## Work to be completed
Print all of the records. Exclude the images.
━━━━━ Supplied records
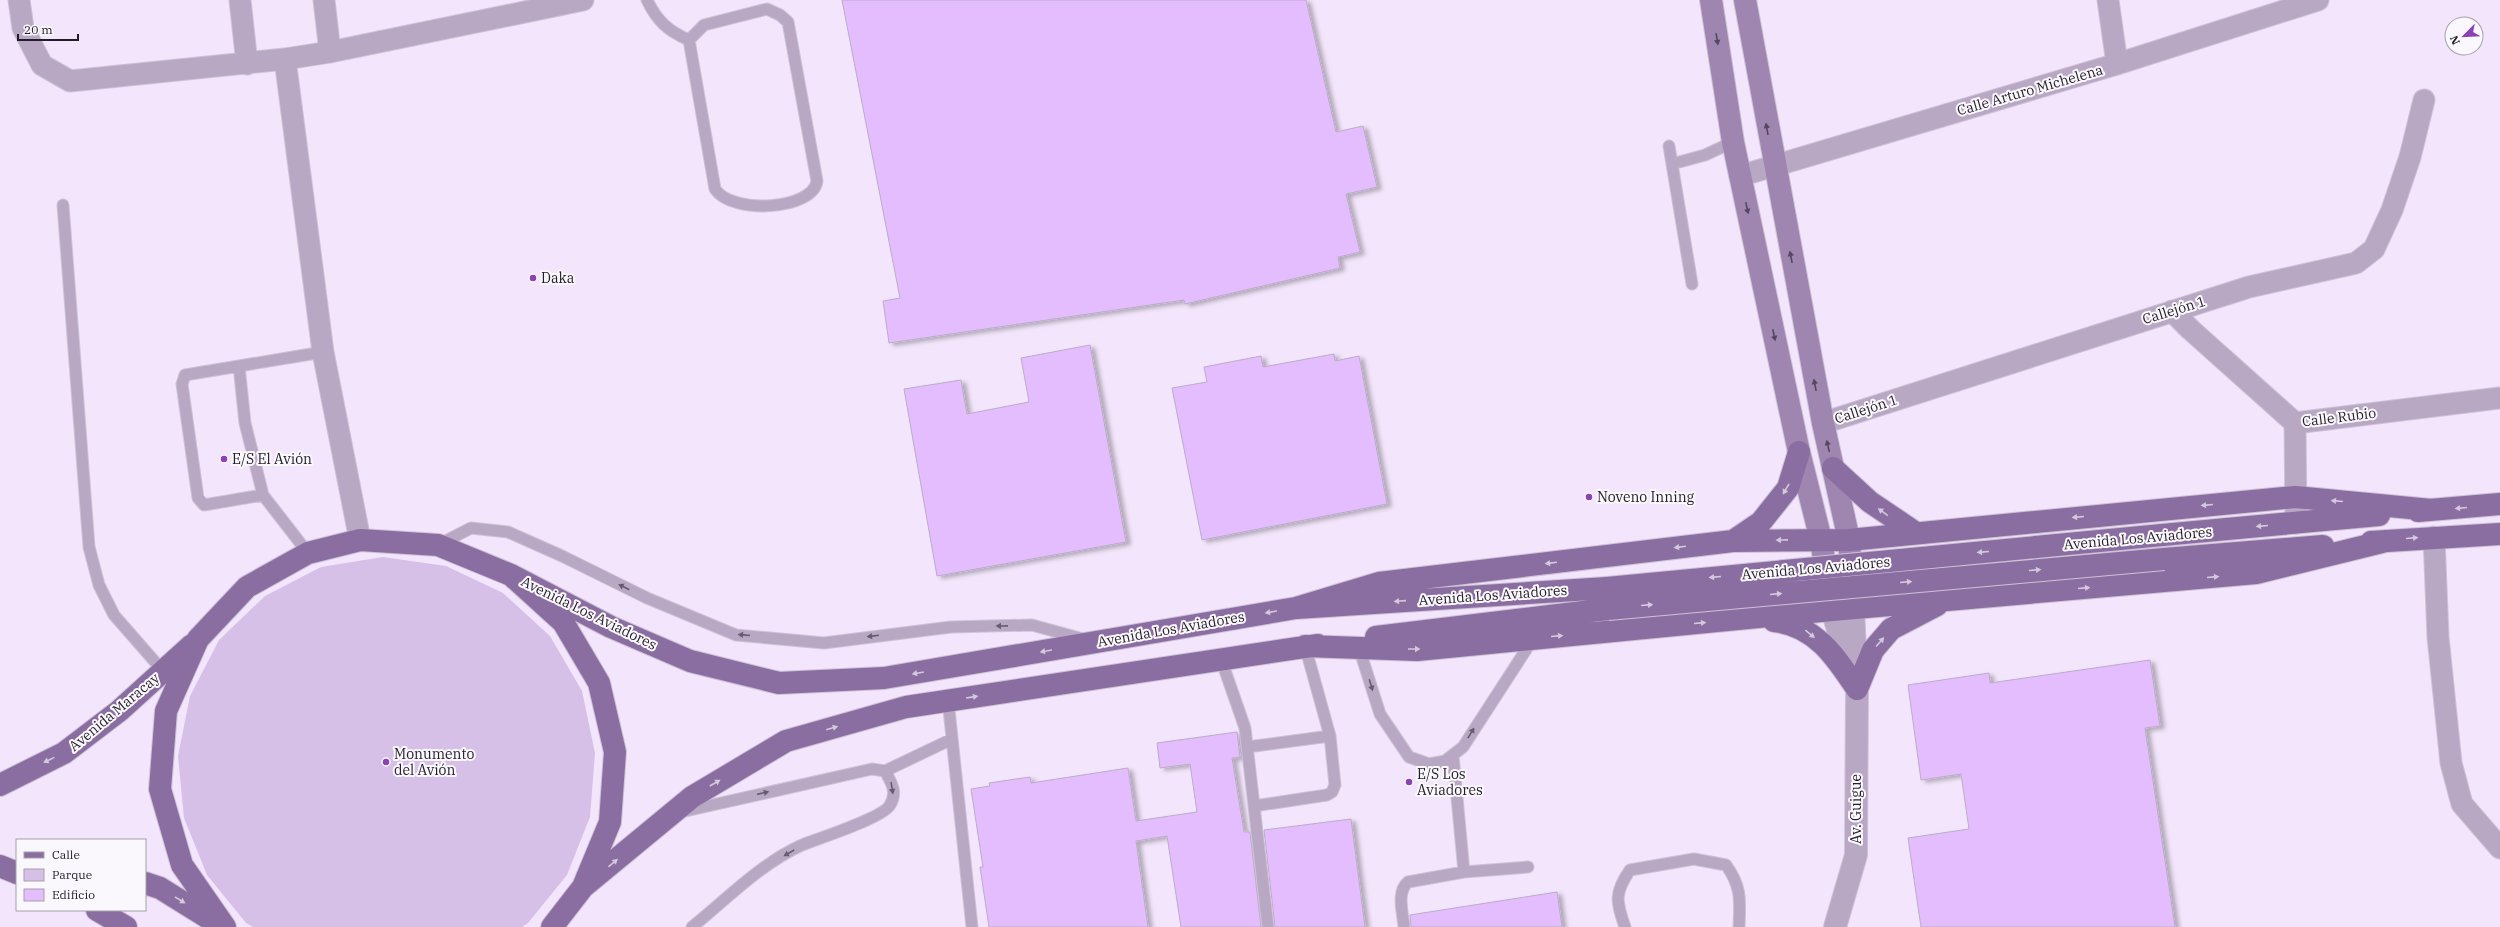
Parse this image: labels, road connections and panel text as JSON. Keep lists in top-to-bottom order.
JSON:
{
  "streets": {
    "main road": ["Avenida Los Aviadores", "Avenida Maracay"],
    "street": [
      "Calle Arturo Michelena",
      "Callejón 1",
      "Calle Rubio",
      "Av. Guigue"
    ]
  },
  "crossings": [
    ["Callejón 1", "Calle Rubio"],
    ["Avenida Los Aviadores", "Avenida Maracay"]
  ],
  "places": [
    "Daka",
    "E/S El Avión",
    "Noveno Inning",
    "Monumento del Avión",
    "E/S Los Aviadores"
  ],
  "legend": ["Calle", "Parque", "Edificio"],
  "scale_bar": "20 m",
  "north": "bottom left"
}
━━━━━━━━━━
## Output
Parse this image: labels, road connections and panel text as JSON. Keep lists in top-to-bottom order.
JSON:
{
  "streets": {
    "main road": ["Avenida Los Aviadores", "Avenida Maracay"],
    "street": [
      "Calle Arturo Michelena",
      "Callejón 1",
      "Calle Rubio",
      "Av. Guigue"
    ]
  },
  "crossings": [
    ["Callejón 1", "Calle Rubio"],
    ["Avenida Los Aviadores", "Avenida Maracay"]
  ],
  "places": [
    "Daka",
    "E/S El Avión",
    "Noveno Inning",
    "Monumento del Avión",
    "E/S Los Aviadores"
  ],
  "legend": ["Calle", "Parque", "Edificio"],
  "scale_bar": "20 m",
  "north": "bottom left"
}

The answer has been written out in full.